Summary Description of a Listed Buildings


Reference Number
22593
Building Number
7  
Grade
II  
Status
Designated  
Date of Designation
04/11/1999  
Date of Amendment
04/11/1999  
Name of Property
Tydecho  
Address
7 Mawddwy Terrace  

Location


Unitary Authority
Gwynedd  
Community
Mawddwy  
Town
Dinas Mawddwy  
Locality
Minllyn  
Easting
285923  
Northing
314193  
Street Side
E  
Location
On the E side of the road through Minllyn to Ysgol Gynradd Dinas Mawddwy.  

Description


Broad Class
Domestic  
Period
 

History
Minllyn is a planned village associated with the anticipated expansion of industrial enterprises in the Mawddwy area, particularly the development of the slate industry. This was first established around 1800, including some metal extraction, proceeded with the development of a tramway to connect to the Mawddwy Railway, brought to Aberangell after 1865. The impetus came from Edmund Buckley, whose father, a wealthy Manchester industrialist, purchased the estate in 1856. He intended to develop Dinas Mawddwy as a model village, with new education facilities, a hotel, and chapels, served by the railway which was officially opened in 1868, the year he was elevated to the baronetage. Once the main road was diverted out of Dinas Mawddwy, Buckley built a mansion, Plas Dinas in 1864-7, Minllyn Cottages, 1868, and Mawddwy Terraces, 1870-76, all for his estate and industrial workers.  

Exterior
Belongs to a group of Nos 7-14 Mawddwy Terrace.
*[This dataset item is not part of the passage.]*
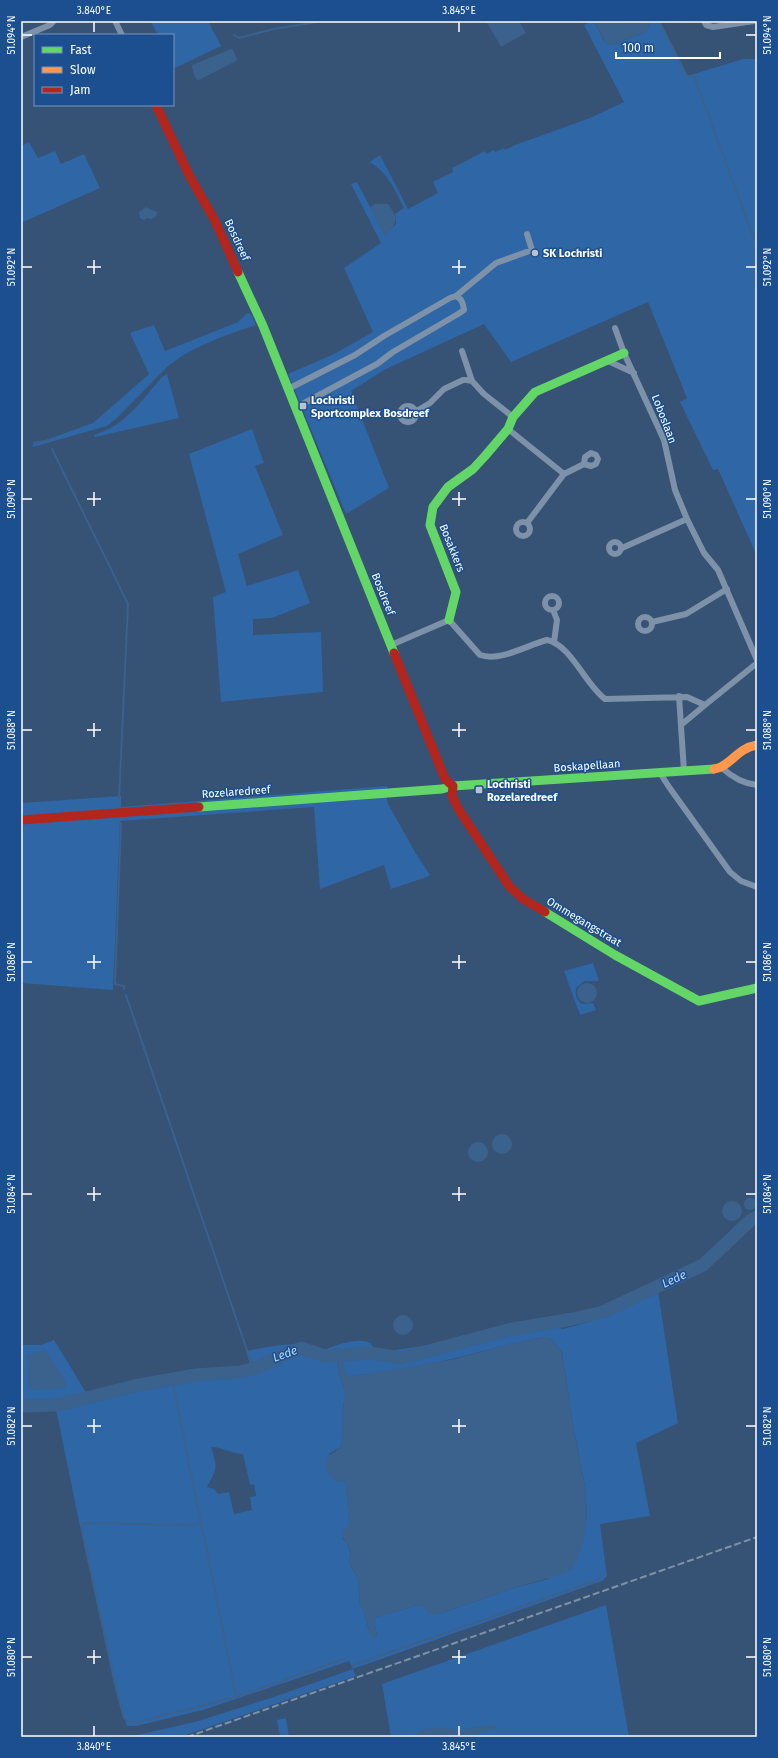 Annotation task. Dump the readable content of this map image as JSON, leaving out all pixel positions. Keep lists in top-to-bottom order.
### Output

The terrace of 8 worker's cottages is built in mountain-Gothic style with selected local slate laid on bed and has slate roofs. Two cottages, bilaterally symmetrical, form a large gable at each end, set slightly forward to master the central cottages. Each cottage has a 4-paned half-glazed door with plain overlight, and 4-paned horned sash windows to both floors, allow within triangular heads of shale voussoirs, and the upper floor windows in the central cottages set within five large raised and gabled dormers. Deep eaves throughout and extended purlins and ridge with shaped ends. Stone stacks on party walls, with necking string and outsetting heads. The large gable ends has decorative timber framing in the upper half. The internal partitions are said to be of slate slabs set on end, another innovation of Buckley and his architect, James Stephens. No 7 forms a bilateral pair with No 8, at the S end of the terrace. uPVC windows approximately following the pattern of the original.  

Interior
 

Reason for designation
Included, notwithstanding alterations to some doors and windows, as one of a group of buildings in Minllyn retaining robust mountain gothic character and demonstrating the hopes of a wealthy indsutrialist to establish a planned town economically based on local industries, in mid Wales. A good example of a carefully planned estate village, and of group value with other buildings in Minllyn.